Collected data entries
= Beginning of Section =

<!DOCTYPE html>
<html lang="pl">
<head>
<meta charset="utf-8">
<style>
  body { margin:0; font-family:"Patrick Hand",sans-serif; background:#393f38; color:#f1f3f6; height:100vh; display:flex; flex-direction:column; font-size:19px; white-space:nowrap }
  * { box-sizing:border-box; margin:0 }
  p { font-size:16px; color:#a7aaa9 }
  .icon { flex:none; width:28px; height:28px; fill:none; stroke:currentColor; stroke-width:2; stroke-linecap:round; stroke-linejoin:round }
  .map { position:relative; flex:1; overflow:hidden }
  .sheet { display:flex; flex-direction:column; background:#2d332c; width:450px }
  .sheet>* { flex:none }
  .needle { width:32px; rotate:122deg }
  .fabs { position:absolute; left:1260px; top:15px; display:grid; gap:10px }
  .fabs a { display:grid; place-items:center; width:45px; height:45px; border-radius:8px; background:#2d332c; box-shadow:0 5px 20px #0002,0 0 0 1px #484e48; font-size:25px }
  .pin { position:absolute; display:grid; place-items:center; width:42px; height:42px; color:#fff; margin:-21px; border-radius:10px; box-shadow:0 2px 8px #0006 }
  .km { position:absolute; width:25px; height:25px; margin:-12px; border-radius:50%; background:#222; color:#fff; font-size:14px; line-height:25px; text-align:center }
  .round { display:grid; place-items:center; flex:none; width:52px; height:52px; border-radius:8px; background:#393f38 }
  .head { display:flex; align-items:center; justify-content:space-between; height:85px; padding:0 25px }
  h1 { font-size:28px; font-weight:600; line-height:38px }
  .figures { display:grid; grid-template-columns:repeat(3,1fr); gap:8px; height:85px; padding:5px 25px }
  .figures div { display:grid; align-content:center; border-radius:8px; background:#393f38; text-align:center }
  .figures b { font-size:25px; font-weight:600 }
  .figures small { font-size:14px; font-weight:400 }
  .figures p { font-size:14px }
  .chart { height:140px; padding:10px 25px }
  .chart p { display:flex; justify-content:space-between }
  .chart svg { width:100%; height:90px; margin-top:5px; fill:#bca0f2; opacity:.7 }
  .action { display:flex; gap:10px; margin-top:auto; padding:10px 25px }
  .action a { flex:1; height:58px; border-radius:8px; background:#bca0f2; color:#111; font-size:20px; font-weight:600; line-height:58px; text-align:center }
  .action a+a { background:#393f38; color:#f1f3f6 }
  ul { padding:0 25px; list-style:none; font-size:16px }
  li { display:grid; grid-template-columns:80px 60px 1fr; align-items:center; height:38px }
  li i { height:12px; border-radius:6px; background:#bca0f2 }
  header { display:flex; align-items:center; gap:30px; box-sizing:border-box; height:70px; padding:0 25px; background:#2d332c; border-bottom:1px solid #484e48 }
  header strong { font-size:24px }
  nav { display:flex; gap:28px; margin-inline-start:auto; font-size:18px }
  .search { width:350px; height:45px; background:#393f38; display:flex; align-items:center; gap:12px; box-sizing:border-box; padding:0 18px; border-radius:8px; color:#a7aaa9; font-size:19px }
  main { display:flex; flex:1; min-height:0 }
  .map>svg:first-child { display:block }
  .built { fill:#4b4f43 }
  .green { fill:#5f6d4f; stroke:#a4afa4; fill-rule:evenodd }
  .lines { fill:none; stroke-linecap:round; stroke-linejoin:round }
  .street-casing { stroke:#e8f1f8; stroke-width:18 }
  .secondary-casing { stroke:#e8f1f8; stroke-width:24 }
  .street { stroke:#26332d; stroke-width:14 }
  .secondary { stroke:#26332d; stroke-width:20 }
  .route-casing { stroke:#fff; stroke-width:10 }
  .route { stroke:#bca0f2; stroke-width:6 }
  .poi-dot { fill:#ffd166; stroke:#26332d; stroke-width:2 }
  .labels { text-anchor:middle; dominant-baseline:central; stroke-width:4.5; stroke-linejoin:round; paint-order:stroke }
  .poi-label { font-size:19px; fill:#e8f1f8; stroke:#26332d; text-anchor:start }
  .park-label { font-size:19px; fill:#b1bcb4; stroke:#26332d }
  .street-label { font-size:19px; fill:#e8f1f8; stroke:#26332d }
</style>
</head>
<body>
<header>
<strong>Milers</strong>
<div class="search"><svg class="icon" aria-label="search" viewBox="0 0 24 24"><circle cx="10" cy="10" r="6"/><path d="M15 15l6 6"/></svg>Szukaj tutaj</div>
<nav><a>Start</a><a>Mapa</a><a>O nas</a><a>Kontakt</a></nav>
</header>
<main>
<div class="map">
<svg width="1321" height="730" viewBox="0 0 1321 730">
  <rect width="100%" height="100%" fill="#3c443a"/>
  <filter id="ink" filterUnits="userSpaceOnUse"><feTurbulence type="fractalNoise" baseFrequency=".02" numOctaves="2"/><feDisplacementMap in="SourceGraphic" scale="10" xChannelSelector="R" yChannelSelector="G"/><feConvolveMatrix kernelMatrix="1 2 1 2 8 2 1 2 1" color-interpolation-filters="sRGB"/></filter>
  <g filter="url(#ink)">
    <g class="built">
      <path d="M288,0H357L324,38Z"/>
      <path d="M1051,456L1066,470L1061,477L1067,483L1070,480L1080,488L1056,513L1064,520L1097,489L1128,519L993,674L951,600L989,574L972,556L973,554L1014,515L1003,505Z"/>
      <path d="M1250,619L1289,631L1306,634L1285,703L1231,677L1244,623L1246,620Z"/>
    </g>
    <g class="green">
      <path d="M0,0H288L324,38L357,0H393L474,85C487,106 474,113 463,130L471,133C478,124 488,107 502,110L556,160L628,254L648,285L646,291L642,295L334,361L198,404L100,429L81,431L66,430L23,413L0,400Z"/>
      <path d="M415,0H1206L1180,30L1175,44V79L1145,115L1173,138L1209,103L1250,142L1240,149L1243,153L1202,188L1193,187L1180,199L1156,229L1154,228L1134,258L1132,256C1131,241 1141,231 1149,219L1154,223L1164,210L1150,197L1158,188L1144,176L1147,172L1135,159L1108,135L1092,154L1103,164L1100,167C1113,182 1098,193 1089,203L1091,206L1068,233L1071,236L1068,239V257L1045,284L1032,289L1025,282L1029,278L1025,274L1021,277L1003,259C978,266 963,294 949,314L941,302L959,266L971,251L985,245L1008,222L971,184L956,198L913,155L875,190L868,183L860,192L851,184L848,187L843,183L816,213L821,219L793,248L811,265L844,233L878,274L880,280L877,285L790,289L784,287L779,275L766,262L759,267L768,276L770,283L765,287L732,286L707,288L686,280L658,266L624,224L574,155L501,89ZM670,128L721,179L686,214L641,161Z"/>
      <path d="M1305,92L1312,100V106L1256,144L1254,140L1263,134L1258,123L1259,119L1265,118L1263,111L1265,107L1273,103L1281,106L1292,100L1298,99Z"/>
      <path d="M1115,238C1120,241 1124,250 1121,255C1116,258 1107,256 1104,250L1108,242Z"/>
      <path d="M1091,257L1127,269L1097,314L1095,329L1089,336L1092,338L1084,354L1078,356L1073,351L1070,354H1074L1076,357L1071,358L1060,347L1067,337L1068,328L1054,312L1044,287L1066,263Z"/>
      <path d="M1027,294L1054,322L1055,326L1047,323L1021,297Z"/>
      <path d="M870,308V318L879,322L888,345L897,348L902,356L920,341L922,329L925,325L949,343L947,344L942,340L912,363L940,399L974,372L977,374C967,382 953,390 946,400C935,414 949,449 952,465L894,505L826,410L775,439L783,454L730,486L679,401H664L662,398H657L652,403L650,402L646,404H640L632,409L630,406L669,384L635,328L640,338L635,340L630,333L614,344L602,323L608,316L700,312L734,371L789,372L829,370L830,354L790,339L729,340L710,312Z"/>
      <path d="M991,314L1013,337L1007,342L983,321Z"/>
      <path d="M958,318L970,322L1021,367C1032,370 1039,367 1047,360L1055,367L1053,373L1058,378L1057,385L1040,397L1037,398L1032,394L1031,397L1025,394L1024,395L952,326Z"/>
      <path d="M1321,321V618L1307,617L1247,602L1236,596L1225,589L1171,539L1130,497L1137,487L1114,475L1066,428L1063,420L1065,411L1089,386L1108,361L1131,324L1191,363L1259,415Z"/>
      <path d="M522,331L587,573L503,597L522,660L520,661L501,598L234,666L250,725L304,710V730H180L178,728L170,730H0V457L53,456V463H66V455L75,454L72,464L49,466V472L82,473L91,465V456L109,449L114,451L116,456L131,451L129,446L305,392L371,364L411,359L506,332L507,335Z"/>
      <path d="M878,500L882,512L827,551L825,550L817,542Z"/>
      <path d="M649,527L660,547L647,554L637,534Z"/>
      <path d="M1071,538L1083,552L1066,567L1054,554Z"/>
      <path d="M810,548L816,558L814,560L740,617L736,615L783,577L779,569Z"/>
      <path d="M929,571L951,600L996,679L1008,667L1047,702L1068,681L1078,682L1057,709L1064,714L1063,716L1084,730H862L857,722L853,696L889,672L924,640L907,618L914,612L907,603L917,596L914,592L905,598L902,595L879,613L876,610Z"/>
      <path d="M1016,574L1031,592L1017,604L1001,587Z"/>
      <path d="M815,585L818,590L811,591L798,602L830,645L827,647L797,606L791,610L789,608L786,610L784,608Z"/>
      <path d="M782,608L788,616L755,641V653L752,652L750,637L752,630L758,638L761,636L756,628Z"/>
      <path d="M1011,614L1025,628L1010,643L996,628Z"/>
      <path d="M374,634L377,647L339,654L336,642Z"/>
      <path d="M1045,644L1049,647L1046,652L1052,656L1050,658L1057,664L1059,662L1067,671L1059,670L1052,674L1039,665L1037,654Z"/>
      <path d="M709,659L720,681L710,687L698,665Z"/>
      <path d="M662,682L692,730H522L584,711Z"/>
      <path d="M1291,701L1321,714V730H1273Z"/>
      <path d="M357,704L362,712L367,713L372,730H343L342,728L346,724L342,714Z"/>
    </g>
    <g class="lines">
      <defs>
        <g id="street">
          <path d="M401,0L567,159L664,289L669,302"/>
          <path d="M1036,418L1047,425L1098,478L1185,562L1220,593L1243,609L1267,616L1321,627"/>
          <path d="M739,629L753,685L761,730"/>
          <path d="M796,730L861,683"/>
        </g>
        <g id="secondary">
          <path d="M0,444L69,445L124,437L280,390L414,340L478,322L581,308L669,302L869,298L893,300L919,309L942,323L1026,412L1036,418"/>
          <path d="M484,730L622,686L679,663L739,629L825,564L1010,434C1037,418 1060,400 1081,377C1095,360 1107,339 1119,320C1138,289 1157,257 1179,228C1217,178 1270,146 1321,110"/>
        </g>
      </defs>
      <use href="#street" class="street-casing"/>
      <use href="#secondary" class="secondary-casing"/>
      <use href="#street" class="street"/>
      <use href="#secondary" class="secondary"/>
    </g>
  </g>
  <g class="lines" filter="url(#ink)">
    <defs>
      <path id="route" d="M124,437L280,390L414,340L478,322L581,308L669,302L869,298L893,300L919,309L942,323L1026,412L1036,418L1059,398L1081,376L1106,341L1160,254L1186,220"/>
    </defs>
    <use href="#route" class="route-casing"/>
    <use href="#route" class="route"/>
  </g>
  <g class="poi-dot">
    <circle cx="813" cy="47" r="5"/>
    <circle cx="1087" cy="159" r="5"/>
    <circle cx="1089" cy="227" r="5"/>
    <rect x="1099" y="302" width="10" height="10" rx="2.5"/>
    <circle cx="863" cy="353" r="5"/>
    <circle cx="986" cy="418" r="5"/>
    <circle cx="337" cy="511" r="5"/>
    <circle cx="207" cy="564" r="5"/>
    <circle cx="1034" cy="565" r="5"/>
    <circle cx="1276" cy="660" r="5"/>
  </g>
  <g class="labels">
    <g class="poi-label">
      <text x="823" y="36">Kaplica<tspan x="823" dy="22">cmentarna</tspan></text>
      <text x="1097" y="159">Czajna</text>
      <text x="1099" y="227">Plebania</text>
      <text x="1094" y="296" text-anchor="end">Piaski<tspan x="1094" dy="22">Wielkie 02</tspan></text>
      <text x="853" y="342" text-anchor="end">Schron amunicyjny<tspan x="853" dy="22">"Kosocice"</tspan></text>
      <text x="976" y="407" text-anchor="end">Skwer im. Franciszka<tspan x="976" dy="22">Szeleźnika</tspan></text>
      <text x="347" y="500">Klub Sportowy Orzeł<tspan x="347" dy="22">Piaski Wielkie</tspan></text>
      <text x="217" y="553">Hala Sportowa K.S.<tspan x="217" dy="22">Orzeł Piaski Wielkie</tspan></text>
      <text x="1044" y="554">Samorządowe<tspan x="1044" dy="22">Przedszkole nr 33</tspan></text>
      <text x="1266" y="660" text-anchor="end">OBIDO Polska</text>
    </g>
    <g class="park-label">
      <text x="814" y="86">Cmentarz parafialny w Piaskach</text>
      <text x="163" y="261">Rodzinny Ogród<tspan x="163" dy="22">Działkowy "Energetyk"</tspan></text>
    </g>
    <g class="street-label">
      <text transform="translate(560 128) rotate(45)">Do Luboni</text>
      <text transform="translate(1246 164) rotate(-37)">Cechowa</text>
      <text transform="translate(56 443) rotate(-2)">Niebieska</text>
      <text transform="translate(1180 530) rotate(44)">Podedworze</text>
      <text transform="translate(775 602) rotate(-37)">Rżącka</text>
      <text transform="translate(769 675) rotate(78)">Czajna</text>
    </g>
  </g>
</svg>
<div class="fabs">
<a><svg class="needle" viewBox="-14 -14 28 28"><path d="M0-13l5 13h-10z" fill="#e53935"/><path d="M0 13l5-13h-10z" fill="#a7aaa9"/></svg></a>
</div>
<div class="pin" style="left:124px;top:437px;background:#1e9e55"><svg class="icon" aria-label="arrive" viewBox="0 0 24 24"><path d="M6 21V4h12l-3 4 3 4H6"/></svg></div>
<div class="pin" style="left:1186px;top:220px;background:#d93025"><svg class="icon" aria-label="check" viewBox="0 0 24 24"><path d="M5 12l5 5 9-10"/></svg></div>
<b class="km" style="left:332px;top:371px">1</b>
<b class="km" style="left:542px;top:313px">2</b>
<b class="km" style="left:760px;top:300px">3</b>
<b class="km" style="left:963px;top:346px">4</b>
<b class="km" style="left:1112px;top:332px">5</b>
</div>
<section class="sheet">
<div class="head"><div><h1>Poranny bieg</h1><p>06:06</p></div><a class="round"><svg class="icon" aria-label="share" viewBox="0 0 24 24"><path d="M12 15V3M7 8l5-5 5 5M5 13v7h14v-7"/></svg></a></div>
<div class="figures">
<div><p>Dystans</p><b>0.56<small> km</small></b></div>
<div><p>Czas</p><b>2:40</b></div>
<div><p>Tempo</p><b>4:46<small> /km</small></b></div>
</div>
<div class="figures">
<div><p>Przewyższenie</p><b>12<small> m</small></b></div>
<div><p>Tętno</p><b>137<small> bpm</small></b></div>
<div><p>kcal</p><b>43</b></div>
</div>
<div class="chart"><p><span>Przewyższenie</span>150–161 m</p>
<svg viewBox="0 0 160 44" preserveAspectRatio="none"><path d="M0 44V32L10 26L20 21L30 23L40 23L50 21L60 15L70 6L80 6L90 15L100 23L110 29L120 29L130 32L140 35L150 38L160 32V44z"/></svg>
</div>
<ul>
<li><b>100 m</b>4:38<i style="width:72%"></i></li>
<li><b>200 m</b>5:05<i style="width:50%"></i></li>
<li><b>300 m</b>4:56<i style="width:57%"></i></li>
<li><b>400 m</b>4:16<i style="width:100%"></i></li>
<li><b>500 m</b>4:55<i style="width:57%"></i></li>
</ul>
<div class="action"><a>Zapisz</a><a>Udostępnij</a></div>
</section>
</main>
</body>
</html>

= End of Section =
= Beginning of Section =

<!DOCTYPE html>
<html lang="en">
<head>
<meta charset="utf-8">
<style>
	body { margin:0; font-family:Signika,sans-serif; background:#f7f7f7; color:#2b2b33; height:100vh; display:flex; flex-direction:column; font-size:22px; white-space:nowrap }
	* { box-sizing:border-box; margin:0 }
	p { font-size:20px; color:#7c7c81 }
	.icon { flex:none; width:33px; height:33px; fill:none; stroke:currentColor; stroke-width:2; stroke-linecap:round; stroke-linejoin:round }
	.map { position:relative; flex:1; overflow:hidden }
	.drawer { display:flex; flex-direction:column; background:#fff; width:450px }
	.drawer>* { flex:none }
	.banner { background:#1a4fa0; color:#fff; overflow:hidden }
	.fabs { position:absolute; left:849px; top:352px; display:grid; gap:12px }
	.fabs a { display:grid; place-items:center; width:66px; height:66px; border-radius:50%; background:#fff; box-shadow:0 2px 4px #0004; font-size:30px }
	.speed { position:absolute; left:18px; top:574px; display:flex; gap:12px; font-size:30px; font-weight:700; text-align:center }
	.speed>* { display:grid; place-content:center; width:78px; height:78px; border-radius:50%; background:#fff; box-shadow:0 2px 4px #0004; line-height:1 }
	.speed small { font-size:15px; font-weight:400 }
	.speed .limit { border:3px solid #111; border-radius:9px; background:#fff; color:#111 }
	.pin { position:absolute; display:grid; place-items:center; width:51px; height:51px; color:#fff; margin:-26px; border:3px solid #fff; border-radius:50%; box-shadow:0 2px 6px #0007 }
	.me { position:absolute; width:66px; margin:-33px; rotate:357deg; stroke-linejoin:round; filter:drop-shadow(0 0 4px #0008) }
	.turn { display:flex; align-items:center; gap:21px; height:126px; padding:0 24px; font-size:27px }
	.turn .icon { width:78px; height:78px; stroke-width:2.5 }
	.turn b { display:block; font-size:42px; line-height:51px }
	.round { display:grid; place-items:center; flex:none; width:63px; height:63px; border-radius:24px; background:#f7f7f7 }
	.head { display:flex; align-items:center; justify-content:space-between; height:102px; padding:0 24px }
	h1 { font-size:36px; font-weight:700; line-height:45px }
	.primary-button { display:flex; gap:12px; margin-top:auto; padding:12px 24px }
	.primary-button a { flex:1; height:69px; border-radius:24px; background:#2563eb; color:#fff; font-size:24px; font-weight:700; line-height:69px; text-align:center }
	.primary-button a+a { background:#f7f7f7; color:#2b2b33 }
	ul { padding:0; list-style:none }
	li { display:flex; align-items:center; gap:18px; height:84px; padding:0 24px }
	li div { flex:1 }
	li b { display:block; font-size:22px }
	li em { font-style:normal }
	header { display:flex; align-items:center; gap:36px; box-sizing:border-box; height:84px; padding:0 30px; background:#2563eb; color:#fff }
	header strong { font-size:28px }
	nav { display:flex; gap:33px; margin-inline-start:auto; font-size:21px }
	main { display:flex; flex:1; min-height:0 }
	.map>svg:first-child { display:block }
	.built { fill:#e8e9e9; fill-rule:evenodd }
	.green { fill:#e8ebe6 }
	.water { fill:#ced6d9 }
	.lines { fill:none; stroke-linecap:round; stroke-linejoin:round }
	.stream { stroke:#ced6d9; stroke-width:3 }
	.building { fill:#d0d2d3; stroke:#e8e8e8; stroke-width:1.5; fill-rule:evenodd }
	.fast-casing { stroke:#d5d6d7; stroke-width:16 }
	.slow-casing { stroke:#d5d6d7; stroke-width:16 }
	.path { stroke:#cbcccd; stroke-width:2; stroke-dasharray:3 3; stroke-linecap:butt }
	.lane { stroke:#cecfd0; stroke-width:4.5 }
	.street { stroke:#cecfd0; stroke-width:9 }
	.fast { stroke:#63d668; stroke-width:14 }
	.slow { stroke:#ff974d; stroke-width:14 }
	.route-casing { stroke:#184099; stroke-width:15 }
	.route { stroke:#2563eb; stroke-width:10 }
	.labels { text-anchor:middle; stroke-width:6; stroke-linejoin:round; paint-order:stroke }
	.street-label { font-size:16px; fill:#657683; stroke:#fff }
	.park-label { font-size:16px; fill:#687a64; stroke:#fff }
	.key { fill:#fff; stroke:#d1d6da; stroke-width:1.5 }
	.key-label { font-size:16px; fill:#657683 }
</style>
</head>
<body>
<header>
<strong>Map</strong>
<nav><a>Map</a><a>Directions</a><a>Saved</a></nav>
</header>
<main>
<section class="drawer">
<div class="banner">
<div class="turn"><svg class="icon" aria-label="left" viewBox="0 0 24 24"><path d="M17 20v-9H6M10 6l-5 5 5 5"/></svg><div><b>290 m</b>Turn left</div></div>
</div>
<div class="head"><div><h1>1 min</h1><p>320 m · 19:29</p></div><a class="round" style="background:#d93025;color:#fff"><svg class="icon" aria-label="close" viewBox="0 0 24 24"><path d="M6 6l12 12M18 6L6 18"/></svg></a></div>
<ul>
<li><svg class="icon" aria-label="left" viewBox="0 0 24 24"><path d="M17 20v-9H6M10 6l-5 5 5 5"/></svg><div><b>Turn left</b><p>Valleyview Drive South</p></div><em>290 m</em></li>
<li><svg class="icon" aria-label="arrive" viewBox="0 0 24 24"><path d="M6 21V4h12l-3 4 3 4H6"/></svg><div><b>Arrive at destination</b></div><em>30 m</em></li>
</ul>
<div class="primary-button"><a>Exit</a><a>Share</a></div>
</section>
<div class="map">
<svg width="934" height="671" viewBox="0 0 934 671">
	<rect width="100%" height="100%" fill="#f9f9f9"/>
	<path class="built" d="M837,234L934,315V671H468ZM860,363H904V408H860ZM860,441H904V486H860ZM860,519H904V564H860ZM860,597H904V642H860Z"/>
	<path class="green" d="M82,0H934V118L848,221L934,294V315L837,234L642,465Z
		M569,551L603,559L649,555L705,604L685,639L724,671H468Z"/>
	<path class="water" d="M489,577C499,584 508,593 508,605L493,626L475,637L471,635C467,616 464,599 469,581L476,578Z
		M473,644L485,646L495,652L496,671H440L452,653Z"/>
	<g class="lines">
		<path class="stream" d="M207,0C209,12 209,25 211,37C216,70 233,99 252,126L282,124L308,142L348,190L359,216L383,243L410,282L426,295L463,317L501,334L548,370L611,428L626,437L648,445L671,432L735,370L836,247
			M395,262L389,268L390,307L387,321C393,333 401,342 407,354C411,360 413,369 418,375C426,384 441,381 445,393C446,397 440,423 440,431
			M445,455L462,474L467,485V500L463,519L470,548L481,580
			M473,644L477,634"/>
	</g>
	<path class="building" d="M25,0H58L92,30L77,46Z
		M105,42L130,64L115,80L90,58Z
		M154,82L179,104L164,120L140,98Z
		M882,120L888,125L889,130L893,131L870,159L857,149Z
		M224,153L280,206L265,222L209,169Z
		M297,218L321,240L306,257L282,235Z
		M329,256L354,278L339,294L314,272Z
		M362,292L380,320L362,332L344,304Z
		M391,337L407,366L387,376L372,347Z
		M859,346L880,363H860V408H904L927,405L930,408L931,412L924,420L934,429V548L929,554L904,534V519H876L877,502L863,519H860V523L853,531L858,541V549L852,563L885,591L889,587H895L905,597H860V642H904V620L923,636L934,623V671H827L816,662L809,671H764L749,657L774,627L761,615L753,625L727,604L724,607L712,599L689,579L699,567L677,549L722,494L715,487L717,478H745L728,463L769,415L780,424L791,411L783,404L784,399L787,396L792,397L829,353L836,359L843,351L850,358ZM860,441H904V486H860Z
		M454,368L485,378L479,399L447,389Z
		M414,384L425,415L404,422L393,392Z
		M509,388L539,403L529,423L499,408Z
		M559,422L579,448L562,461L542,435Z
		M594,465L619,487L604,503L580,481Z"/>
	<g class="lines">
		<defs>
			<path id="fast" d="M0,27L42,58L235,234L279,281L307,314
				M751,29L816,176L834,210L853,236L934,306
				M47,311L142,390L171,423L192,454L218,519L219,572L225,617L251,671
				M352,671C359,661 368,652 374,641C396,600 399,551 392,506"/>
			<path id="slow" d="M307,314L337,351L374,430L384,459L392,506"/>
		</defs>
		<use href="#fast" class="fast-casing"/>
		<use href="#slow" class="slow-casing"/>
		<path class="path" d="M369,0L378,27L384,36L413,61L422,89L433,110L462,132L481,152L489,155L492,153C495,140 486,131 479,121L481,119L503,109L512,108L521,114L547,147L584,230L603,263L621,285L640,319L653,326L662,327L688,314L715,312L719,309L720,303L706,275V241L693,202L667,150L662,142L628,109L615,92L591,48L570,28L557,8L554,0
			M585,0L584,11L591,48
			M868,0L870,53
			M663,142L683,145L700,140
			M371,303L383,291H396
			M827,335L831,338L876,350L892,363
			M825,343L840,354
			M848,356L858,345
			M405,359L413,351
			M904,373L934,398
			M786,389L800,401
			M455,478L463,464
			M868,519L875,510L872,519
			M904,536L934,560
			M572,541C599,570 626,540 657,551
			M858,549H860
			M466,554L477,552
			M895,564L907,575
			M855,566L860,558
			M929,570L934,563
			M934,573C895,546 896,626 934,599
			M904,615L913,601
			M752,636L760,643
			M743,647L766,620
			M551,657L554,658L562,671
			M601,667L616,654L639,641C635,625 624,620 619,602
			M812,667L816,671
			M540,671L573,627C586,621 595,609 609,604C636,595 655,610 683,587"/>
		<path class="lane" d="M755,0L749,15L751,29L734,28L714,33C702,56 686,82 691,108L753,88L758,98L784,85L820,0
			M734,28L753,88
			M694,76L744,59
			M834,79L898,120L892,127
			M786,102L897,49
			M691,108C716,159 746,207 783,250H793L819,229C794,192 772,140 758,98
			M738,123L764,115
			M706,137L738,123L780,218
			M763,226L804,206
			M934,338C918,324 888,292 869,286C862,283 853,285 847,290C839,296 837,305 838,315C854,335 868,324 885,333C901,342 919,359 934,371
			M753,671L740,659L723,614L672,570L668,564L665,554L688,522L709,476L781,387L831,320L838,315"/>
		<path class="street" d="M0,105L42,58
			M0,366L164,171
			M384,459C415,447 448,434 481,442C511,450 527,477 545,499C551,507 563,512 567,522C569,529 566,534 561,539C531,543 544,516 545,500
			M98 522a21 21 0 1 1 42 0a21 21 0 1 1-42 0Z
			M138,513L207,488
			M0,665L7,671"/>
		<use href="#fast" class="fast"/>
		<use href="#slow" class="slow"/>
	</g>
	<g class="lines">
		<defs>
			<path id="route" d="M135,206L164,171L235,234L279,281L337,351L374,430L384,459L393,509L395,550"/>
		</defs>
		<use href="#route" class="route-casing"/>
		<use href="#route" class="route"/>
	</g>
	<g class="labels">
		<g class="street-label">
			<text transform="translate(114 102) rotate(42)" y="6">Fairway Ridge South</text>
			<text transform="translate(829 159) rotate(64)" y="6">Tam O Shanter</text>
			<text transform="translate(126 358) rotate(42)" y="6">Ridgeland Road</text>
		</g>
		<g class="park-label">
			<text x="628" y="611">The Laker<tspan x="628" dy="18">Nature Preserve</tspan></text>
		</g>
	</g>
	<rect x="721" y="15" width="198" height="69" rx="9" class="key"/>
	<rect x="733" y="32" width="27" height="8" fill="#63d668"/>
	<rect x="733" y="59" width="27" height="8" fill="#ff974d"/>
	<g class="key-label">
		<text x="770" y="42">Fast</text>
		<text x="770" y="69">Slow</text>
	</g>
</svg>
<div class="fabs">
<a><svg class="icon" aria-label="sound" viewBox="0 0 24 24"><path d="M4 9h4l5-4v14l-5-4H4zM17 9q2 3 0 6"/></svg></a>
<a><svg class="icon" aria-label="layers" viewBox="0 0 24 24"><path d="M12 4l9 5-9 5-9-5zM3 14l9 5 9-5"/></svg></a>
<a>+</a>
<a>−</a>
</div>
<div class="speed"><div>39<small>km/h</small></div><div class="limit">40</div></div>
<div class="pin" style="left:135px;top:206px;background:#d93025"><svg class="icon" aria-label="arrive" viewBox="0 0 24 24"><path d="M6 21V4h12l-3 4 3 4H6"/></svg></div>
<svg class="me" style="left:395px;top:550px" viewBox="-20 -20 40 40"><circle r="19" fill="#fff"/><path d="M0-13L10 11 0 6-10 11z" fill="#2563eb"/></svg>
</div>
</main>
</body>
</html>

= End of Section =

For every line of the records that has the word "drawer" in it, make a copy.

	.drawer { display:flex; flex-direction:column; background:#fff; width:450px }
	.drawer>* { flex:none }
<section class="drawer">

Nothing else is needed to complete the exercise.